Derive a formula (independent of $n$) for $ H(P_n, B_n)$ if $B_n$ is the Bézier curve which is determined by the control points $ p_0 := (−4, 0), p_1 = p_2 = . . . = p_{n−1} := (0, 4) $ and $ p_n := (4, 0) $, and $P_n = \{p_0,\ldots,p_n\}$. Here $ \quad H(A, B) \quad is \quad sup_{a∈A} (inf_{b∈B} d(a, b))$ for two non-empty subsets $A$, $B$ of $\mathbb{R}^2 $ also $d(a, b)$ denotes the Euclidean distance of $ a, b ∈ \mathbb{R}^2 $.

Answer 1

The Bézier curve looks like this:

It's obvious by symmetry that the maximum distance between the curve and its control points occurs at the mid-point $q = B_n(\tfrac12)$ of the curve. If you don't believe that it's obvious, you can reason as follows: the control points are symmetric about the $y$-axis, so the curve will also be symmetric. So, at the point where it crosses the $y$-axis, the curve tangent must be horizontal.

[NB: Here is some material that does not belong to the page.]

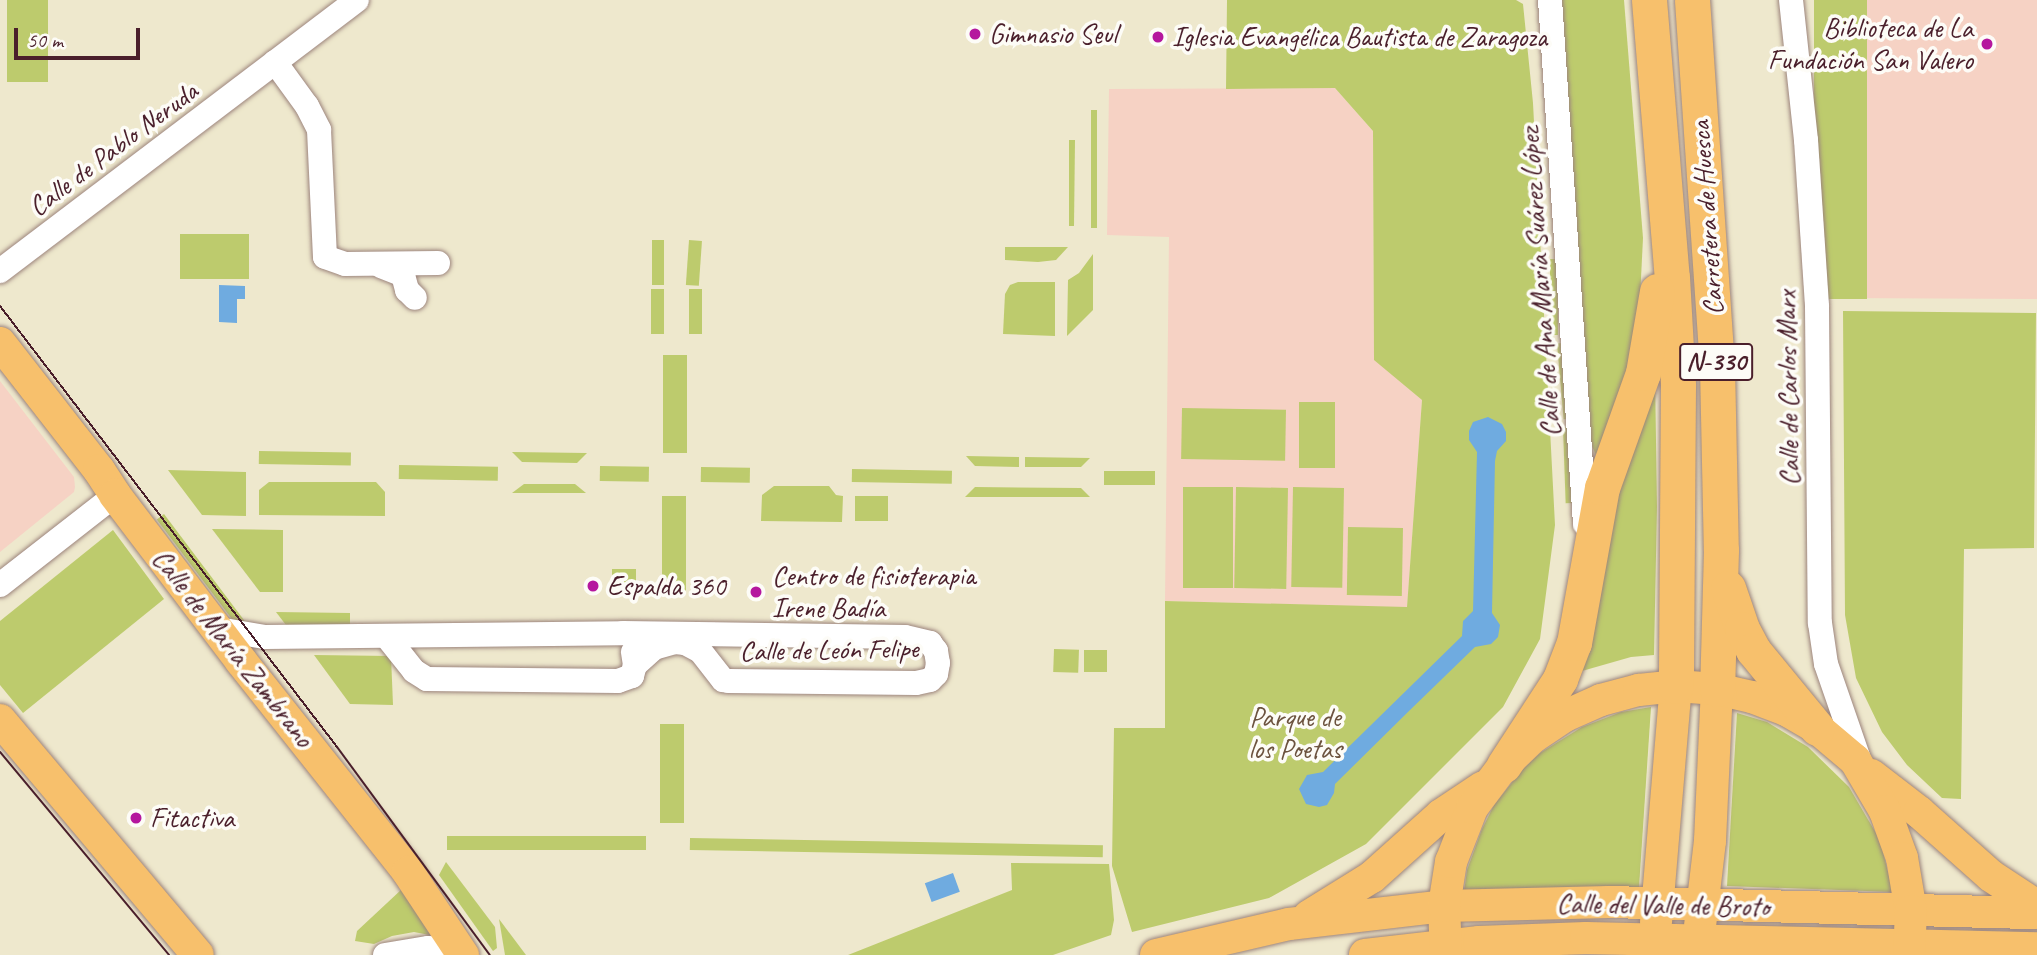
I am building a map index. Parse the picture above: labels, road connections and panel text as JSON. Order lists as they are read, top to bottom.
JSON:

This means that the line from $p_1, \ldots, p_{n-1}$ to $q$ is normal to the curve at $q$, so $q$ is the point on the curve that is closest to $p_1, \ldots, p_{n-1}$.

Let $\phi_0, \ldots, \phi_n$ be the Bernstein polynomials of degree $n$, then the point $q$ is given by $$ q = \phi_0(\tfrac12)p_0 + \phi_1(\tfrac12)p_1 + \cdots + \phi_n(\tfrac12)p_n $$ So, using the coordinates of $p_0, \ldots, p_n$, the $y$-coordinate of the point $q$ is \begin{align} &(0)\phi_0(\tfrac12) + (4)\phi_1(\tfrac12) + (4)\phi_2(\tfrac12) + \cdots + (4)\phi_{n-1}(\tfrac12) + (0)\phi_n(\tfrac12) \\ = \;&4\big[\phi_0(\tfrac12) + \phi_1(\tfrac12) + \cdots + \phi_n(\tfrac12)\big] - 4\phi_0(\tfrac12) - 4\phi_n(\tfrac12) \\ = \;&4 - 4(1-\tfrac12)^n - 4(\tfrac12)^n \\ = \;&4 - (\tfrac12)^{n-3} \\ \end{align} So the desired distance is $(\tfrac12)^{n-3}$. Note that this is not independent of $n$; in fact, it decreases as $n$ increases. This should make sense -- putting more control points at the location $(0,4)$ will pull the curve more strongly towards this point.